MATERIAL PROVIDED: Begin

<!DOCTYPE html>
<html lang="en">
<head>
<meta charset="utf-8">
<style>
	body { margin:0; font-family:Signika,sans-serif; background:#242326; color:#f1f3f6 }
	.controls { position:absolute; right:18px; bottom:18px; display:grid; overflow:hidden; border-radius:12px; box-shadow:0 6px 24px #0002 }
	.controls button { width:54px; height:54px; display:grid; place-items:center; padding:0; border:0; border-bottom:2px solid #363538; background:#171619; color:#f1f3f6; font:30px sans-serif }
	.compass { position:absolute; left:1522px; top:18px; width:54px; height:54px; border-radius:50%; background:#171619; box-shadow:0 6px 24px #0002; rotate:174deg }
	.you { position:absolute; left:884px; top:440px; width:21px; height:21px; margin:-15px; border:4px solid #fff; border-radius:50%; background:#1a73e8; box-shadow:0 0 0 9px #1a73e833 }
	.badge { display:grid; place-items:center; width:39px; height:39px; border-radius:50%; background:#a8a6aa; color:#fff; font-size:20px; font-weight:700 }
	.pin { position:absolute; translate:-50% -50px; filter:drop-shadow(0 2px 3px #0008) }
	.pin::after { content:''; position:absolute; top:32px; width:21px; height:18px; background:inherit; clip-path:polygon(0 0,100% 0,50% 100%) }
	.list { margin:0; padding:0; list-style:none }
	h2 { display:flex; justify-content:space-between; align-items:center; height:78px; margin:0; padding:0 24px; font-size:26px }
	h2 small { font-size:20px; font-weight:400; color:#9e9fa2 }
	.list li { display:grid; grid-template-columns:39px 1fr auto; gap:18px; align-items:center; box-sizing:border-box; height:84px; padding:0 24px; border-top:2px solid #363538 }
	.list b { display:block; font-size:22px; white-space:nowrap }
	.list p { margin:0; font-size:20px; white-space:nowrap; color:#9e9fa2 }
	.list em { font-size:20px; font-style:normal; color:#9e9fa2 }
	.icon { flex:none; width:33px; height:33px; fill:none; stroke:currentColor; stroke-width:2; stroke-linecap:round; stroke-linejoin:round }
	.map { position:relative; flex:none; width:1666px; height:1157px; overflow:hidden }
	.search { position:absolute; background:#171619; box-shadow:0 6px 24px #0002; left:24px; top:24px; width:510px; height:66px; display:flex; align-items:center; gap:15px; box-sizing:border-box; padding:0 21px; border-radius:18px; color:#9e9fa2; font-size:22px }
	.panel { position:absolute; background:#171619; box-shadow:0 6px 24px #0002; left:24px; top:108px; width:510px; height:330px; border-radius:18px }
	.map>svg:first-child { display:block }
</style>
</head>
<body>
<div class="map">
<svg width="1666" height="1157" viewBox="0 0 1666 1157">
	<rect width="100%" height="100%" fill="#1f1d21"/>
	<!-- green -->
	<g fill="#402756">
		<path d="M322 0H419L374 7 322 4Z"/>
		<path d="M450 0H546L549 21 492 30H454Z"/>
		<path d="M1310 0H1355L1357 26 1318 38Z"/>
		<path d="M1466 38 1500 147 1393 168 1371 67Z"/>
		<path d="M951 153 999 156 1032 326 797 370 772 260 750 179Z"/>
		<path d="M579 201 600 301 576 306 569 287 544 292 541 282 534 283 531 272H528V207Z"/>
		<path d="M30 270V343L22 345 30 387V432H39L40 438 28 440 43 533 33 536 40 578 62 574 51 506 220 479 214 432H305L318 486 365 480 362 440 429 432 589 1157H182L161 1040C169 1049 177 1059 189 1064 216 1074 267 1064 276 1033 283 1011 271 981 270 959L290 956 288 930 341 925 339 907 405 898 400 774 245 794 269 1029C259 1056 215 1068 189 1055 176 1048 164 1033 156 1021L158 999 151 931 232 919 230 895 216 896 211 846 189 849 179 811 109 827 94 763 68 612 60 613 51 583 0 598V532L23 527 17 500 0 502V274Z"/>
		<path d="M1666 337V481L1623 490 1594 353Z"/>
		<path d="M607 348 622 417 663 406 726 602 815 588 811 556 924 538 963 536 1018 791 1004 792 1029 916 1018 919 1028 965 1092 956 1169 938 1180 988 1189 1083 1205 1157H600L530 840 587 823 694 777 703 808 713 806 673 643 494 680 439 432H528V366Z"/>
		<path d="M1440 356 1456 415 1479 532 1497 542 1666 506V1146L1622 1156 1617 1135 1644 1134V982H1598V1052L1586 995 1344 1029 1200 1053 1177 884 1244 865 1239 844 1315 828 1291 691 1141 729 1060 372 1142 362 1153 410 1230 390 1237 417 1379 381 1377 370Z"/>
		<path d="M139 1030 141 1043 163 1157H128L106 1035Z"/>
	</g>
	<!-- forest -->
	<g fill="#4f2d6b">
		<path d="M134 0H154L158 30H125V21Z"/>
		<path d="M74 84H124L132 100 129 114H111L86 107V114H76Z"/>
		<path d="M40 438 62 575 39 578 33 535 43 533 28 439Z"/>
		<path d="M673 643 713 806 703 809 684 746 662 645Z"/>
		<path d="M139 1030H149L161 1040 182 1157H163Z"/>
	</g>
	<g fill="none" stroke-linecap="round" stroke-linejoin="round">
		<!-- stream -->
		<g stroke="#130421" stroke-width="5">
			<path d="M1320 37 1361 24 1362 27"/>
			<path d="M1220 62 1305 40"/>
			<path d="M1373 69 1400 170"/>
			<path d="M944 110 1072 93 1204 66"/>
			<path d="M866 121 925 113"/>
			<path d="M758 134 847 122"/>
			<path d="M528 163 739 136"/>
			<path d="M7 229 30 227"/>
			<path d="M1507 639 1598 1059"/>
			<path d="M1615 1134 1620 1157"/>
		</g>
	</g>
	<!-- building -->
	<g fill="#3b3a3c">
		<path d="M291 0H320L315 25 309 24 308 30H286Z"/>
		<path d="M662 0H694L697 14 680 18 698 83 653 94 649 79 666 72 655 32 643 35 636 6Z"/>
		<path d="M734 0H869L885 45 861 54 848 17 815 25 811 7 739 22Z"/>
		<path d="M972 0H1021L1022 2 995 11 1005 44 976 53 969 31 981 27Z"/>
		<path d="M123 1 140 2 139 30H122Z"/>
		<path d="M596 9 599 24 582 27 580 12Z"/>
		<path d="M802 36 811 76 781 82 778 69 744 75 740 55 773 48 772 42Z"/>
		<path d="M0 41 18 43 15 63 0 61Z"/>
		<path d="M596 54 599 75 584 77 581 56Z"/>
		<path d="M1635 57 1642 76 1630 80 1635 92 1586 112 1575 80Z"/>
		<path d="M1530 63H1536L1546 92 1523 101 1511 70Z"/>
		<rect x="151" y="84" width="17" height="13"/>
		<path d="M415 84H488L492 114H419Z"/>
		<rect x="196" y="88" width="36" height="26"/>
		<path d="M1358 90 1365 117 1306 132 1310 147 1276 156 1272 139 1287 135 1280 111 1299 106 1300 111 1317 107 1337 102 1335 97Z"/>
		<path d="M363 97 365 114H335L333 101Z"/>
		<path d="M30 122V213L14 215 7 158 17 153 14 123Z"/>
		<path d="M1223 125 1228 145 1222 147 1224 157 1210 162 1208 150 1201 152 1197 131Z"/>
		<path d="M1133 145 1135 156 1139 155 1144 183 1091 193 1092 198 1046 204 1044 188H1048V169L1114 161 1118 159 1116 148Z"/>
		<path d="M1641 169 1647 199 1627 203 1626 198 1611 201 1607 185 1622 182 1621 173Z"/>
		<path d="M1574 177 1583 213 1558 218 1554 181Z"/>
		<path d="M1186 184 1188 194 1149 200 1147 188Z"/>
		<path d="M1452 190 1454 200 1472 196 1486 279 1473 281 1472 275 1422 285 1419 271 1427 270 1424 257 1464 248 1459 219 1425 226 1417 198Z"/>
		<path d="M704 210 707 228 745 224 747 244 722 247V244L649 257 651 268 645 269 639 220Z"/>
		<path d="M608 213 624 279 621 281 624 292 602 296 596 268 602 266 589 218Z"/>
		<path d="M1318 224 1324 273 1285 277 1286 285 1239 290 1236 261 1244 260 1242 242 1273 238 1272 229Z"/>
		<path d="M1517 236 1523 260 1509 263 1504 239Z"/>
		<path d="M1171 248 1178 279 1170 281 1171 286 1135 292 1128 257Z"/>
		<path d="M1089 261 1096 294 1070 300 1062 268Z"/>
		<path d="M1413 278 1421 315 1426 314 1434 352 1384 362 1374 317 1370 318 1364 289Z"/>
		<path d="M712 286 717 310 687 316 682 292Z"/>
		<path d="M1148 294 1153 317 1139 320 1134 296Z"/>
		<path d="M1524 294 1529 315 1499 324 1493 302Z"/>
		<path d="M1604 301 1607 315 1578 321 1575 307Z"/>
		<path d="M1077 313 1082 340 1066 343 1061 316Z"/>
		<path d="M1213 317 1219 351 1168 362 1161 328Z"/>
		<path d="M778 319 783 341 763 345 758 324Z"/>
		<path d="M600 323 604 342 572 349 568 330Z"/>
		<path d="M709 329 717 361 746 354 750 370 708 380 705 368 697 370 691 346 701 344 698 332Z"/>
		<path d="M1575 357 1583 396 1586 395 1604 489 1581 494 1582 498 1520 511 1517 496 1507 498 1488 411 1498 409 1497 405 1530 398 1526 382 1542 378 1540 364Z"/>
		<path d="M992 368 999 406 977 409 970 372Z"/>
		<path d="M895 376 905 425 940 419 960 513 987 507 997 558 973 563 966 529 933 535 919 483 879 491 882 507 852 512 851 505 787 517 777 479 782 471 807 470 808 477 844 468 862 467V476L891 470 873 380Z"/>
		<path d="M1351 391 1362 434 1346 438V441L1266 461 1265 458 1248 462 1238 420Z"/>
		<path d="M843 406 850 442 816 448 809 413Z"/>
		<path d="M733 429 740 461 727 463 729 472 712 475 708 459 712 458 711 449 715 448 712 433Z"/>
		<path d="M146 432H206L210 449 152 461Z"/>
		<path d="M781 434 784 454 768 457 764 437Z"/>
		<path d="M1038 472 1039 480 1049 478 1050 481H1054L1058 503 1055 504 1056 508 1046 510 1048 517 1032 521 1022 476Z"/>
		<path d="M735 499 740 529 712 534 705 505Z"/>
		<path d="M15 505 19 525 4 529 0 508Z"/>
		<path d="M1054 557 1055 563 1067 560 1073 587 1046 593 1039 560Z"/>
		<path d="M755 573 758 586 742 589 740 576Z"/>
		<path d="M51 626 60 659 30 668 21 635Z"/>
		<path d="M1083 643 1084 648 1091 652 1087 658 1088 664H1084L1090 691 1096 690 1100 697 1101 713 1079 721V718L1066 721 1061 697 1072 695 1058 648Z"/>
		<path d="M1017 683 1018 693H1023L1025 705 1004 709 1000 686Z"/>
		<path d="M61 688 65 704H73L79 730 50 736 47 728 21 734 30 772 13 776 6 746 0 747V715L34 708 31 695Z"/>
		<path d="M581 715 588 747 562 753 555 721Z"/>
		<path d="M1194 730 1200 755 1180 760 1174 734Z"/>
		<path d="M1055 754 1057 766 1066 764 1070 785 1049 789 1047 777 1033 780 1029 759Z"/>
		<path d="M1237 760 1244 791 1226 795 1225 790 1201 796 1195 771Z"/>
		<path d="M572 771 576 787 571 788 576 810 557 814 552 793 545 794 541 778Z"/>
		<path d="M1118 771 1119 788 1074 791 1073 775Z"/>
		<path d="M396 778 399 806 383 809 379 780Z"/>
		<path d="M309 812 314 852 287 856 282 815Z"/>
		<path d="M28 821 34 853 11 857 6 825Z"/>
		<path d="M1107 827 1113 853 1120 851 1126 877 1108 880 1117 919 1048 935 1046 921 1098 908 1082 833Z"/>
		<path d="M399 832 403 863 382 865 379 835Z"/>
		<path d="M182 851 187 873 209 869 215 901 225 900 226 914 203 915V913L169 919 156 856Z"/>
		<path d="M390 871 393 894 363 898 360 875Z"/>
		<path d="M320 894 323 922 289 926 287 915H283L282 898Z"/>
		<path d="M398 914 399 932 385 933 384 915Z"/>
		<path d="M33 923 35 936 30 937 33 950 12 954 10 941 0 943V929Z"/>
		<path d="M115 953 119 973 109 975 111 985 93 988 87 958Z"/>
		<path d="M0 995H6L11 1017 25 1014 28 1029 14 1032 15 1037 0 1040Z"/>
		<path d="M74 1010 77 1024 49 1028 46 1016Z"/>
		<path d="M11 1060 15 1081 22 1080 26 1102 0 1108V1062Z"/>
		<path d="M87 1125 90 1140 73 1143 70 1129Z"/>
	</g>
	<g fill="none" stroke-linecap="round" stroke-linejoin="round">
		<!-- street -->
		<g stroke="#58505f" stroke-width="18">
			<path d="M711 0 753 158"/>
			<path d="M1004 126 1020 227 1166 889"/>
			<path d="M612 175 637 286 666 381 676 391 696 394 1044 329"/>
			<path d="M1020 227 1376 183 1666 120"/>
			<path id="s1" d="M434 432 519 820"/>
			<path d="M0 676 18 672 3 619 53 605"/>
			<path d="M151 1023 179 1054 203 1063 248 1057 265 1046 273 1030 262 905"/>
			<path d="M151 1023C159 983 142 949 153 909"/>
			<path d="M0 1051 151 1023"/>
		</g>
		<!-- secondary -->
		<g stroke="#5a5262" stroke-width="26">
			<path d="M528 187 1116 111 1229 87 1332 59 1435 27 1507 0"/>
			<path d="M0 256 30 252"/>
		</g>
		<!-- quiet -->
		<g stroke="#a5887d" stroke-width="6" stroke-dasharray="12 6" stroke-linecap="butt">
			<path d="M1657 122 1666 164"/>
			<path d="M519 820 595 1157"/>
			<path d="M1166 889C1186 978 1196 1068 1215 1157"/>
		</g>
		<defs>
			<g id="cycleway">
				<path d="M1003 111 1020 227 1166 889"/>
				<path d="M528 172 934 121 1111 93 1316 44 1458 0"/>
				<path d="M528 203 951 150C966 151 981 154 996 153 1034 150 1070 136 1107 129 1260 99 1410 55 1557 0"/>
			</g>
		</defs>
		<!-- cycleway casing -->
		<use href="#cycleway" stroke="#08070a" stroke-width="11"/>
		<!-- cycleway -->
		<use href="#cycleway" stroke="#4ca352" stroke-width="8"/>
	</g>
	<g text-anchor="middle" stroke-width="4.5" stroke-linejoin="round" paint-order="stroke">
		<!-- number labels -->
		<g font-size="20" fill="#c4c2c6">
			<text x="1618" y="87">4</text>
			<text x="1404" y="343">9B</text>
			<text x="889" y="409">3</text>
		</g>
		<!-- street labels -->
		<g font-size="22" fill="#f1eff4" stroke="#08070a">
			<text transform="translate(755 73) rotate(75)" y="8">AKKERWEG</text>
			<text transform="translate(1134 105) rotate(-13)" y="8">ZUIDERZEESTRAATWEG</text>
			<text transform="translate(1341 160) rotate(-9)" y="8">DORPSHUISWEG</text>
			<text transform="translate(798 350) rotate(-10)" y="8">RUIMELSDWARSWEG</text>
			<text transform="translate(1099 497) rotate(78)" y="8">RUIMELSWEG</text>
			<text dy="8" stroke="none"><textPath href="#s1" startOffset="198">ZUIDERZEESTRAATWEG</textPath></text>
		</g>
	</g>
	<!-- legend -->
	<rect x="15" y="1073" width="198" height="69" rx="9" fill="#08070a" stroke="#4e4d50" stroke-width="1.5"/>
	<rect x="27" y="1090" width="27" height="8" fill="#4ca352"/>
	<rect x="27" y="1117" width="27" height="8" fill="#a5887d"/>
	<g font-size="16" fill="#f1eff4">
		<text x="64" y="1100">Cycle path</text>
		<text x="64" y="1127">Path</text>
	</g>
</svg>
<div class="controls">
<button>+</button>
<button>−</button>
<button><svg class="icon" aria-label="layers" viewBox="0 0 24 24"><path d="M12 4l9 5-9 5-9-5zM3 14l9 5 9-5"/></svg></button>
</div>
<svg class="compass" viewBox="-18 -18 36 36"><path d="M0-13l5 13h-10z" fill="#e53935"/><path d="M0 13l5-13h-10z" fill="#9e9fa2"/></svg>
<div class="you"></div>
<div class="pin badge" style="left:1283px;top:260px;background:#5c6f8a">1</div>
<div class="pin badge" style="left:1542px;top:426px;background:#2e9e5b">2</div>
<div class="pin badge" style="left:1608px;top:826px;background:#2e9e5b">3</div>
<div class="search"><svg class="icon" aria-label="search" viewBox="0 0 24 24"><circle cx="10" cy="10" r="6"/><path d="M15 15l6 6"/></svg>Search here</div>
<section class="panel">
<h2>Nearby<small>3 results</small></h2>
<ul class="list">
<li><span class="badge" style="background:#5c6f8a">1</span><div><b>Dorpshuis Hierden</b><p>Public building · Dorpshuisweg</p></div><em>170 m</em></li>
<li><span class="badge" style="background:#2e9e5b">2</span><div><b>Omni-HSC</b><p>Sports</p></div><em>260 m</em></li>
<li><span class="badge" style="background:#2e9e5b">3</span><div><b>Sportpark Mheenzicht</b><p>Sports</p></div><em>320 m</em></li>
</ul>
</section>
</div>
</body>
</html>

MATERIAL PROVIDED: End

Output the first line of the entries above and every line after it, exactly as written, ending with the line that contains "margin:0; padding:0; list-style:none".

<!DOCTYPE html>
<html lang="en">
<head>
<meta charset="utf-8">
<style>
	body { margin:0; font-family:Signika,sans-serif; background:#242326; color:#f1f3f6 }
	.controls { position:absolute; right:18px; bottom:18px; display:grid; overflow:hidden; border-radius:12px; box-shadow:0 6px 24px #0002 }
	.controls button { width:54px; height:54px; display:grid; place-items:center; padding:0; border:0; border-bottom:2px solid #363538; background:#171619; color:#f1f3f6; font:30px sans-serif }
	.compass { position:absolute; left:1522px; top:18px; width:54px; height:54px; border-radius:50%; background:#171619; box-shadow:0 6px 24px #0002; rotate:174deg }
	.you { position:absolute; left:884px; top:440px; width:21px; height:21px; margin:-15px; border:4px solid #fff; border-radius:50%; background:#1a73e8; box-shadow:0 0 0 9px #1a73e833 }
	.badge { display:grid; place-items:center; width:39px; height:39px; border-radius:50%; background:#a8a6aa; color:#fff; font-size:20px; font-weight:700 }
	.pin { position:absolute; translate:-50% -50px; filter:drop-shadow(0 2px 3px #0008) }
	.pin::after { content:''; position:absolute; top:32px; width:21px; height:18px; background:inherit; clip-path:polygon(0 0,100% 0,50% 100%) }
	.list { margin:0; padding:0; list-style:none }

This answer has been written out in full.